EXERCISE DETAILS » Wherever a line in the data holds the word "write", pull that line out.

# # # # #

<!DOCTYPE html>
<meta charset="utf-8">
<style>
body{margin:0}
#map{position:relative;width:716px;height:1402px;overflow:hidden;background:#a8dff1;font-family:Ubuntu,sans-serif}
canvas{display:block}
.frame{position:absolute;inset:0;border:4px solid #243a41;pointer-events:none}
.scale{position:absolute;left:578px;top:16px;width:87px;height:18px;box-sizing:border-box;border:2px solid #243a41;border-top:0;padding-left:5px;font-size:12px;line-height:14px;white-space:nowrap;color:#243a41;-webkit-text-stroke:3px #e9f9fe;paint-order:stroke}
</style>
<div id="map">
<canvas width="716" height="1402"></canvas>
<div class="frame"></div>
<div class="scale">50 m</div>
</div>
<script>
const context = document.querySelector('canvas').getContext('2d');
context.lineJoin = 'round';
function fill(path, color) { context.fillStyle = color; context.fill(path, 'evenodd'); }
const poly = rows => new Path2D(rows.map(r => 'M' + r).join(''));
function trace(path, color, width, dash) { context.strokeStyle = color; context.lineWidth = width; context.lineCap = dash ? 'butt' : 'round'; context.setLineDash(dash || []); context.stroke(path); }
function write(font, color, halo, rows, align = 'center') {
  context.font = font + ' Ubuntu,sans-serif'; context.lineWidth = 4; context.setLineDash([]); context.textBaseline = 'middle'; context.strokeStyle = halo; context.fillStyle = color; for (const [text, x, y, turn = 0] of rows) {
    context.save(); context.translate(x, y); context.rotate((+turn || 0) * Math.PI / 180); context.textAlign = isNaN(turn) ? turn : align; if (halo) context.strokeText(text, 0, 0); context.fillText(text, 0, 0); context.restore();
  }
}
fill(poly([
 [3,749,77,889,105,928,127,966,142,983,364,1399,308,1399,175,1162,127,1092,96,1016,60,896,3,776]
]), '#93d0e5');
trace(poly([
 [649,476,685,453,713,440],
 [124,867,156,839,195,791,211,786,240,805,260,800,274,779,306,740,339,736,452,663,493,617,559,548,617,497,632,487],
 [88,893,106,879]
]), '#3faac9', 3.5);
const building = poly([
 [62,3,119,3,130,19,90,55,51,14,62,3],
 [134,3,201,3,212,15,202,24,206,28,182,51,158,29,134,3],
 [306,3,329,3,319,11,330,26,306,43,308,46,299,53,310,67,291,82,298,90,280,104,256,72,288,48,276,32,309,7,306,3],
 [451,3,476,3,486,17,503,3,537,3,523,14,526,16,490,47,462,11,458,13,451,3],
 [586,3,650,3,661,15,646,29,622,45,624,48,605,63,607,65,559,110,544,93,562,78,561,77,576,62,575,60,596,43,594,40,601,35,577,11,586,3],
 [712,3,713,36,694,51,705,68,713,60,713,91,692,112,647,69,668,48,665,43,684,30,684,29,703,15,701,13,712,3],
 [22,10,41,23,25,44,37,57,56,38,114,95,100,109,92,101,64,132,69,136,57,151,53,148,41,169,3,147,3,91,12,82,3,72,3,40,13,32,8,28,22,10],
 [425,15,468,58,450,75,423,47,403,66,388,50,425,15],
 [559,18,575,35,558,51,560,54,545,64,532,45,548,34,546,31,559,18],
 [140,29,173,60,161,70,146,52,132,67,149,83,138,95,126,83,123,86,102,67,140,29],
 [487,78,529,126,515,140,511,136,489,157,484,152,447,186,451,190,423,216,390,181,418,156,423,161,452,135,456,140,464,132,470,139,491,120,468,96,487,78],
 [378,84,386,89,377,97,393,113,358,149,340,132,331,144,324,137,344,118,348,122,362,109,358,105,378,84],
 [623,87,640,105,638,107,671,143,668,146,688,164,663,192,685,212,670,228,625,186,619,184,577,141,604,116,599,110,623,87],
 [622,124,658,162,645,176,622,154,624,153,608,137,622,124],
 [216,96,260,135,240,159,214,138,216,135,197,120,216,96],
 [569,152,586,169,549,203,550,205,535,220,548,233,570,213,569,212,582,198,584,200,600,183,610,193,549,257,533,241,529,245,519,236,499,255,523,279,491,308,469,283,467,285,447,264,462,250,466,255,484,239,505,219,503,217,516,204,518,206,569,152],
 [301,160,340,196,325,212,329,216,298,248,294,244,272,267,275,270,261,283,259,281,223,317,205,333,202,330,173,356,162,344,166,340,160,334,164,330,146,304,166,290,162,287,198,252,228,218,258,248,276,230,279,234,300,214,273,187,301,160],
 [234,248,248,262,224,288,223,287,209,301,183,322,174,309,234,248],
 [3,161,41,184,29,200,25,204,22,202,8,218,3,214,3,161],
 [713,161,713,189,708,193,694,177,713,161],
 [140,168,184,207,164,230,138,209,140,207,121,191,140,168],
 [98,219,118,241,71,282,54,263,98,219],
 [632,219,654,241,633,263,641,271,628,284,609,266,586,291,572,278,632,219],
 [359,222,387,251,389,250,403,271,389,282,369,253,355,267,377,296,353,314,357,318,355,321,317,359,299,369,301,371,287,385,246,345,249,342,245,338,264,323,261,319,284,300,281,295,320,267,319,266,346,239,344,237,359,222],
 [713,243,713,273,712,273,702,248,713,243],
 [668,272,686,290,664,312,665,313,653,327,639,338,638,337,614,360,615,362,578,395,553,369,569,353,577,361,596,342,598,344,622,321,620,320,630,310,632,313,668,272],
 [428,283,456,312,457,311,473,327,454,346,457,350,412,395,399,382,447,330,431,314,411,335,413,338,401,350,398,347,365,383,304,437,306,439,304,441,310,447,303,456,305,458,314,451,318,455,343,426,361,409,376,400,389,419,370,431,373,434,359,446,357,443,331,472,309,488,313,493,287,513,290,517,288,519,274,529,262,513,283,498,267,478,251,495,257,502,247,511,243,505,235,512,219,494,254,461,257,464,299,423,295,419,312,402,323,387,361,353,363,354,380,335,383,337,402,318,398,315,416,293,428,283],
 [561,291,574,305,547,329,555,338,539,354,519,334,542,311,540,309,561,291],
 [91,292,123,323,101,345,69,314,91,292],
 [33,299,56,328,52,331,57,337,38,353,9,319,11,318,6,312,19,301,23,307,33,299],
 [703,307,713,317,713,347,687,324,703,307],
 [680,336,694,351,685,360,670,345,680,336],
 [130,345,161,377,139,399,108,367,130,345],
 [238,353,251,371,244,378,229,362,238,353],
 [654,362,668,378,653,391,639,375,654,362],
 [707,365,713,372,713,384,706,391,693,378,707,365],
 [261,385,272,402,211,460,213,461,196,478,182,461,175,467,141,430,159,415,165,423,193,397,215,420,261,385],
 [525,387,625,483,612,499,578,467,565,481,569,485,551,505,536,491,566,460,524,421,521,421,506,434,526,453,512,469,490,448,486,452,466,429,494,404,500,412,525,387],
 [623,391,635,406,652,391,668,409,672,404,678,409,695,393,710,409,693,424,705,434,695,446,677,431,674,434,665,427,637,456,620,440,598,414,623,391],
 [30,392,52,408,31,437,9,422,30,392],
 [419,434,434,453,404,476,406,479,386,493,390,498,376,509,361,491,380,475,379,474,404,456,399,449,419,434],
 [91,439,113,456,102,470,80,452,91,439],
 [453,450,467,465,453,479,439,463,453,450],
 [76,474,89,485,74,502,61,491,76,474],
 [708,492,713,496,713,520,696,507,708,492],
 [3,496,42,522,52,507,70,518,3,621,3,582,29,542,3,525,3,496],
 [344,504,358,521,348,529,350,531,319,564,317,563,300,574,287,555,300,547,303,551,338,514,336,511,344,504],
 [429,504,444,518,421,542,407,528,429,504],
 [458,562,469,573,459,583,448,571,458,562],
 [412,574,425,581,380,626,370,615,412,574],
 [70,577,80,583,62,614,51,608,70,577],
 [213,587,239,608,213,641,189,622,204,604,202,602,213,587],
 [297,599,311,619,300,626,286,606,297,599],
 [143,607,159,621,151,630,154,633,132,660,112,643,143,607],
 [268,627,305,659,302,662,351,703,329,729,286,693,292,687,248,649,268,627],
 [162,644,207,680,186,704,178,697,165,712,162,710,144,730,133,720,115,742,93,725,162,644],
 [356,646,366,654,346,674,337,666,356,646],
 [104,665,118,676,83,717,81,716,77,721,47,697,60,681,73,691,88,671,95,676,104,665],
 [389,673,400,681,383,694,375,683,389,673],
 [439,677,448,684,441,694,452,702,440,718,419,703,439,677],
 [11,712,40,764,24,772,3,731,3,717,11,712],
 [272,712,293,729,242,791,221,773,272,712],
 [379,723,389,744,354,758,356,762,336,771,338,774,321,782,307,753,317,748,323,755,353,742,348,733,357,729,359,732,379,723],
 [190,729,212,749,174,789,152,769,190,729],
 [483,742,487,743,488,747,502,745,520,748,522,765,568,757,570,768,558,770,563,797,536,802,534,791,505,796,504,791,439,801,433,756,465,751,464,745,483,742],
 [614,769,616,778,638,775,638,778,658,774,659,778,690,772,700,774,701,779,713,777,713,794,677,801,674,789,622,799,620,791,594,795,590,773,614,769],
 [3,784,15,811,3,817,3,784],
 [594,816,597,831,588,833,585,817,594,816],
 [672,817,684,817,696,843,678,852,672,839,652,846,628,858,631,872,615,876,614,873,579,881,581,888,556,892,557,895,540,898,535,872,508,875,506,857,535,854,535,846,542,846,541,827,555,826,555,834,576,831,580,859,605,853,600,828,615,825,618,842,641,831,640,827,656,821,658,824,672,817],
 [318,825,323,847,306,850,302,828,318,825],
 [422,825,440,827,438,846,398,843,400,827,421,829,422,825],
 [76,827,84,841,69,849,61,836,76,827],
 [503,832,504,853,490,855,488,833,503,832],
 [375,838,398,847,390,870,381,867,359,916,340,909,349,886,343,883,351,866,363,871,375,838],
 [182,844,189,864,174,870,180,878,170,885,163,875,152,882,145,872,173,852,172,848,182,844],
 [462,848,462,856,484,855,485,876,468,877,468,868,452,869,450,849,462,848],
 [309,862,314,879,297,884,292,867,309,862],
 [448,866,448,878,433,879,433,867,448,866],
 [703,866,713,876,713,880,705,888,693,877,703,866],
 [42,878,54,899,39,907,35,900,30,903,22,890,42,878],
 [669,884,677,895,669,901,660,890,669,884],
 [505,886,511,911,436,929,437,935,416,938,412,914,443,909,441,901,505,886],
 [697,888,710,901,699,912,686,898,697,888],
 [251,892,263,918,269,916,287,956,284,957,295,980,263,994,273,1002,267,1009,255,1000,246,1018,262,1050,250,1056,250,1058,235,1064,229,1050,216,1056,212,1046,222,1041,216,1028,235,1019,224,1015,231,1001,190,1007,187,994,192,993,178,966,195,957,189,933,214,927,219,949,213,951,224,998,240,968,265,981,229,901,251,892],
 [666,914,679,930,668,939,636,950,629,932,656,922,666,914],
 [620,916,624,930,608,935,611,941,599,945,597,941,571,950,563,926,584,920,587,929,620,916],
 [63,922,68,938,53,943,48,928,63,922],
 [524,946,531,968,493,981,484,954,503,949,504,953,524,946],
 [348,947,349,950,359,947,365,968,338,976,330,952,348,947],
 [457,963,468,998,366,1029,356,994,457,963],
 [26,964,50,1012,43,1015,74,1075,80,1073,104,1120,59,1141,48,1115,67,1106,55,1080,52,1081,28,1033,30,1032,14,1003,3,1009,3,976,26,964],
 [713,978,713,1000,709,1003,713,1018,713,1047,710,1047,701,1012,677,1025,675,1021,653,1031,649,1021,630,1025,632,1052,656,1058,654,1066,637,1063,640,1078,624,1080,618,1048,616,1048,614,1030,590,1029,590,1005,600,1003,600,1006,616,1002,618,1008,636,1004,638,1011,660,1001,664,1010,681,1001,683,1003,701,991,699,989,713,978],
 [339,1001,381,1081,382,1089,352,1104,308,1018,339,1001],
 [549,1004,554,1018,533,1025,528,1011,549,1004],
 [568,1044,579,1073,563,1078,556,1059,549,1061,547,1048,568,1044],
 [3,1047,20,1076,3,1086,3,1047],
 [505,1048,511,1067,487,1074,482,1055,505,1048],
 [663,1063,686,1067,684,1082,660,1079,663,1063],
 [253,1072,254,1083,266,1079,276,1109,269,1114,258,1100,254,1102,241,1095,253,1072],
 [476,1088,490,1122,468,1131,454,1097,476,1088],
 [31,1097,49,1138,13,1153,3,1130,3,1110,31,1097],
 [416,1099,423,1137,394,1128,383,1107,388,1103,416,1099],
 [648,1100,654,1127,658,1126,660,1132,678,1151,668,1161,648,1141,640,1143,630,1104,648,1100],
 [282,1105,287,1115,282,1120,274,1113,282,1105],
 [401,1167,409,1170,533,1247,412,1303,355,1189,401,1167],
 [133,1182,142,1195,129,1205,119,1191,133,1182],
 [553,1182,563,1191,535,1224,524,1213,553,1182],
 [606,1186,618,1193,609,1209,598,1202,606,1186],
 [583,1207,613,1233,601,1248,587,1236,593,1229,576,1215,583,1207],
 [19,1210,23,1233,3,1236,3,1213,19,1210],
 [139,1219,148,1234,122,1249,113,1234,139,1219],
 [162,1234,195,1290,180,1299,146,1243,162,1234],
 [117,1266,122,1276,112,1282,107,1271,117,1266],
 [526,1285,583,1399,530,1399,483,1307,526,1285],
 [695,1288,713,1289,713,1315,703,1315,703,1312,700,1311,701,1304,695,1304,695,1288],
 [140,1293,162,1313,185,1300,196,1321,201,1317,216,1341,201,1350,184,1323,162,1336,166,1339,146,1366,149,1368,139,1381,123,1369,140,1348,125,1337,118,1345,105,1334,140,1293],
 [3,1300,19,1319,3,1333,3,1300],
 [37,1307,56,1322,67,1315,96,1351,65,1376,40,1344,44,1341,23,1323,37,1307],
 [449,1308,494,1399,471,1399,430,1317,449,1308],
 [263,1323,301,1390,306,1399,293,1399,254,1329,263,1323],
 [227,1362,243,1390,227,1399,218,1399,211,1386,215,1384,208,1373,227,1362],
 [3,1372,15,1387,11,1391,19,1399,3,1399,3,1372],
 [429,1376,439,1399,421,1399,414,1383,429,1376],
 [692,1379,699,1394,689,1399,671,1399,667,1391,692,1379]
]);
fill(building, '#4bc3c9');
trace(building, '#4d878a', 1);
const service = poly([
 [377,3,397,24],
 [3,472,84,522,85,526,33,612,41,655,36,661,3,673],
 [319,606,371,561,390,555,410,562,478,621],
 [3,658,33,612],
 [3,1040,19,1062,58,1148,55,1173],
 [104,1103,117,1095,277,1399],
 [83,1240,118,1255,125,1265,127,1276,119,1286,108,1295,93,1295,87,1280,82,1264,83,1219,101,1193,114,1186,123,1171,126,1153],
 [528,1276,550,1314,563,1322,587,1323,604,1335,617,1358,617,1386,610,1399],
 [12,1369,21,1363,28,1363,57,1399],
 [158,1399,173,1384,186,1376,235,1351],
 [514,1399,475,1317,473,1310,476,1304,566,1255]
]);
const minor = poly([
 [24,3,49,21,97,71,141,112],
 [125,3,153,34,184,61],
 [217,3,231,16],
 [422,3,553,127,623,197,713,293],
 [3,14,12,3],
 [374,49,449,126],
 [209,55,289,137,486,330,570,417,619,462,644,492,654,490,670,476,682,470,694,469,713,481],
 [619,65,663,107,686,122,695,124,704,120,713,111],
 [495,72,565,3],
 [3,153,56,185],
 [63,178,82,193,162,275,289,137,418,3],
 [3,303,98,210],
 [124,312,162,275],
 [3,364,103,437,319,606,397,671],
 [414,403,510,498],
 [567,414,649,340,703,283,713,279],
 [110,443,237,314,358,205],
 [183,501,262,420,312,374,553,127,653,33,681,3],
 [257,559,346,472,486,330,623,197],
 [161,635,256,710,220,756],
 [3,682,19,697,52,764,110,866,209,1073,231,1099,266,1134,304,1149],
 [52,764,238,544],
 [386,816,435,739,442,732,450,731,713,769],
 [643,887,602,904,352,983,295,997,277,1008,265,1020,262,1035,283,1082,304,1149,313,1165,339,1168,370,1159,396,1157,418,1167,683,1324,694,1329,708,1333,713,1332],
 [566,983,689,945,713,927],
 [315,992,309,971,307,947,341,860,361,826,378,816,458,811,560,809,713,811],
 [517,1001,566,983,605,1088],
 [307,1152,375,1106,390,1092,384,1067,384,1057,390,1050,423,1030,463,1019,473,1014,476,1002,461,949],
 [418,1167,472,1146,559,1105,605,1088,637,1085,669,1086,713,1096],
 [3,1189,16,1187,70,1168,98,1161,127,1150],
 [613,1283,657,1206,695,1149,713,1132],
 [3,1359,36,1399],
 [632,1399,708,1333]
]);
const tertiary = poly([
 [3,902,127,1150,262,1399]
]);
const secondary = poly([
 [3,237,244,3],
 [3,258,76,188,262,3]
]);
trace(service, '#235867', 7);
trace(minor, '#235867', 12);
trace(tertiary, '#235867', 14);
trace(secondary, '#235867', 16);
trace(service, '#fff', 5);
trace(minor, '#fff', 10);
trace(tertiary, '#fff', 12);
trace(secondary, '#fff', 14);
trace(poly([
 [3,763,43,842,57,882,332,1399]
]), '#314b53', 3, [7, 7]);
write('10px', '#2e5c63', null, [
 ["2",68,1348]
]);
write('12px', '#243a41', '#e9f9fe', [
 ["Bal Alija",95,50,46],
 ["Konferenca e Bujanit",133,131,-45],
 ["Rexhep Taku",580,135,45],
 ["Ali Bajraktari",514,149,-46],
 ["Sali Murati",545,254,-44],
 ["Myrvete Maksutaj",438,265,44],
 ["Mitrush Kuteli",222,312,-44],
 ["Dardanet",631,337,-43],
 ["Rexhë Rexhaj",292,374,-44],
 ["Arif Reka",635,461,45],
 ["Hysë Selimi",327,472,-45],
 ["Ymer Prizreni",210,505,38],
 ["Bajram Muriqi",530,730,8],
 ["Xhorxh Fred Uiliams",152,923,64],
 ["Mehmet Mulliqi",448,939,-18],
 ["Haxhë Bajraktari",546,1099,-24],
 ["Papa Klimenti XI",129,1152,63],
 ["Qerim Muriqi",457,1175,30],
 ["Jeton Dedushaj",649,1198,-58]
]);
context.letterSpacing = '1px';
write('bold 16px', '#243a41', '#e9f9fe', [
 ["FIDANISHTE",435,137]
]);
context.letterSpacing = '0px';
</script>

# # # # #

ANSWER TO THIS TASK »
function write(font, color, halo, rows, align = 'center') {
write('10px', '#2e5c63', null, [
write('12px', '#243a41', '#e9f9fe', [
write('bold 16px', '#243a41', '#e9f9fe', [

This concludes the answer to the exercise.